**Task statement:** Wherever a line in the records below contains "Telly", copy that line.

──────── Data listing

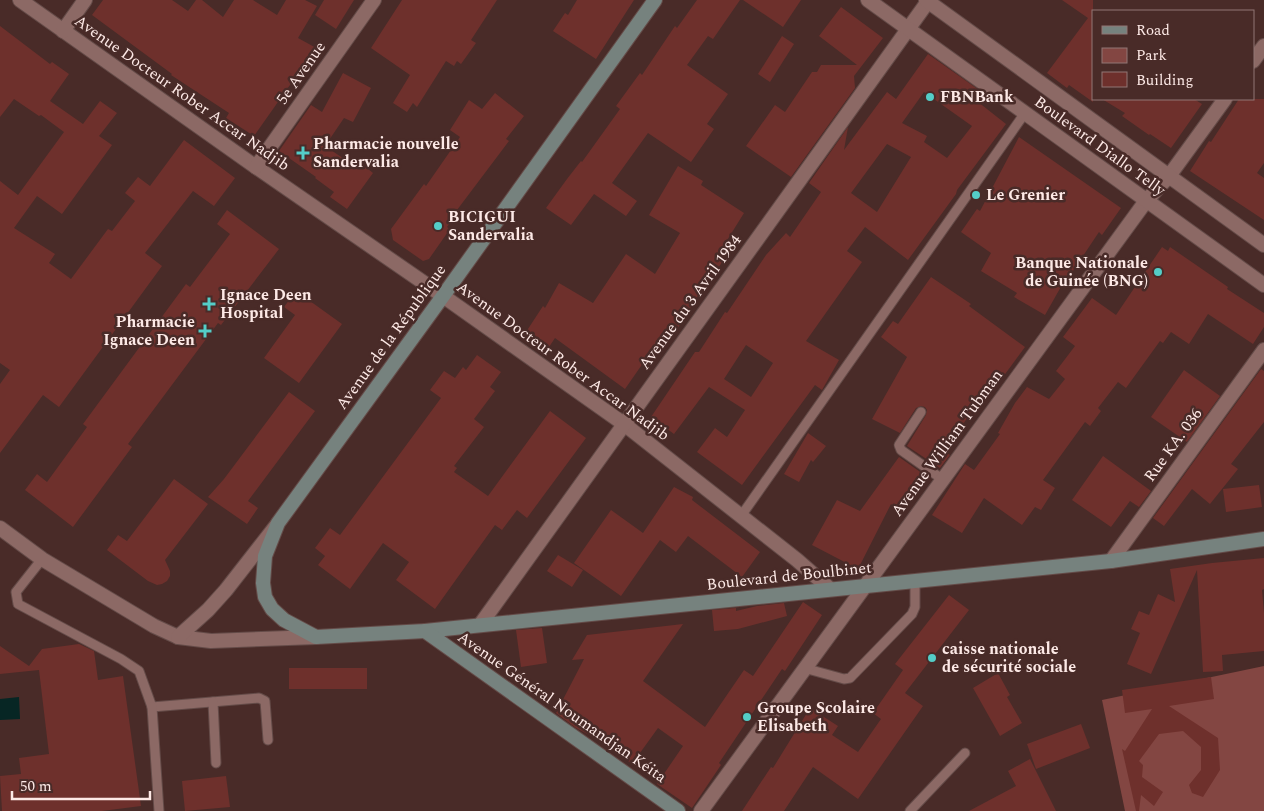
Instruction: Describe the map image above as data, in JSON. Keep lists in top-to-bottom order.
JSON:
{
  "streets": {
    "main road": ["Avenue de la République", "Boulevard de Boulbinet", "Avenue Général Noumandjan Kéita"],
    "street": [
      "5e Avenue",
      "Avenue Docteur Rober Accar Nadjib",
      "Boulevard Diallo Telly",
      "Avenue du 3 Avril 1984",
      "Avenue William Tubman",
      "Rue KA. 036"
    ]
  },
  "crossings": [
    ["5e Avenue", "Avenue Docteur Rober Accar Nadjib"],
    ["Avenue Docteur Rober Accar Nadjib", "Avenue du 3 Avril 1984"],
    ["Avenue Docteur Rober Accar Nadjib", "Avenue de la République"],
    ["Avenue Docteur Rober Accar Nadjib", "Boulevard de Boulbinet"],
    ["Boulevard Diallo Telly", "Avenue du 3 Avril 1984"],
    ["Boulevard Diallo Telly", "Avenue William Tubman"],
    ["Avenue du 3 Avril 1984", "Boulevard de Boulbinet"],
    ["Avenue de la République", "Boulevard de Boulbinet"],
    ["Avenue William Tubman", "Boulevard de Boulbinet"],
    ["Rue KA. 036", "Boulevard de Boulbinet"],
    ["Boulevard de Boulbinet", "Avenue Général Noumandjan Kéita"]
  ],
  "places": {
    "other": [
      "FBNBank",
      "Le Grenier",
      "BICIGUI Sandervalia",
      "Banque Nationale de Guinée (BNG)",
      "caisse nationale de sécurité sociale",
      "Groupe Scolaire Elisabeth"
    ],
    "health": ["Pharmacie nouvelle Sandervalia", "Ignace Deen Hospital", "Pharmacie Ignace Deen"]
  },
  "legend": ["Road", "Park", "Building"],
  "scale_bar": "50 m"
}
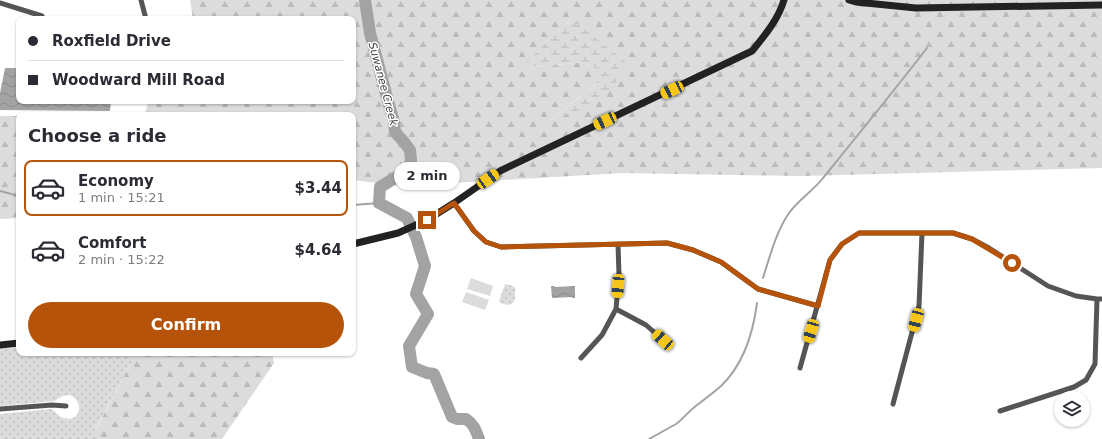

────────────────

**Answer area:**
      "Boulevard Diallo Telly",
    ["Boulevard Diallo Telly", "Avenue du 3 Avril 1984"],
    ["Boulevard Diallo Telly", "Avenue William Tubman"],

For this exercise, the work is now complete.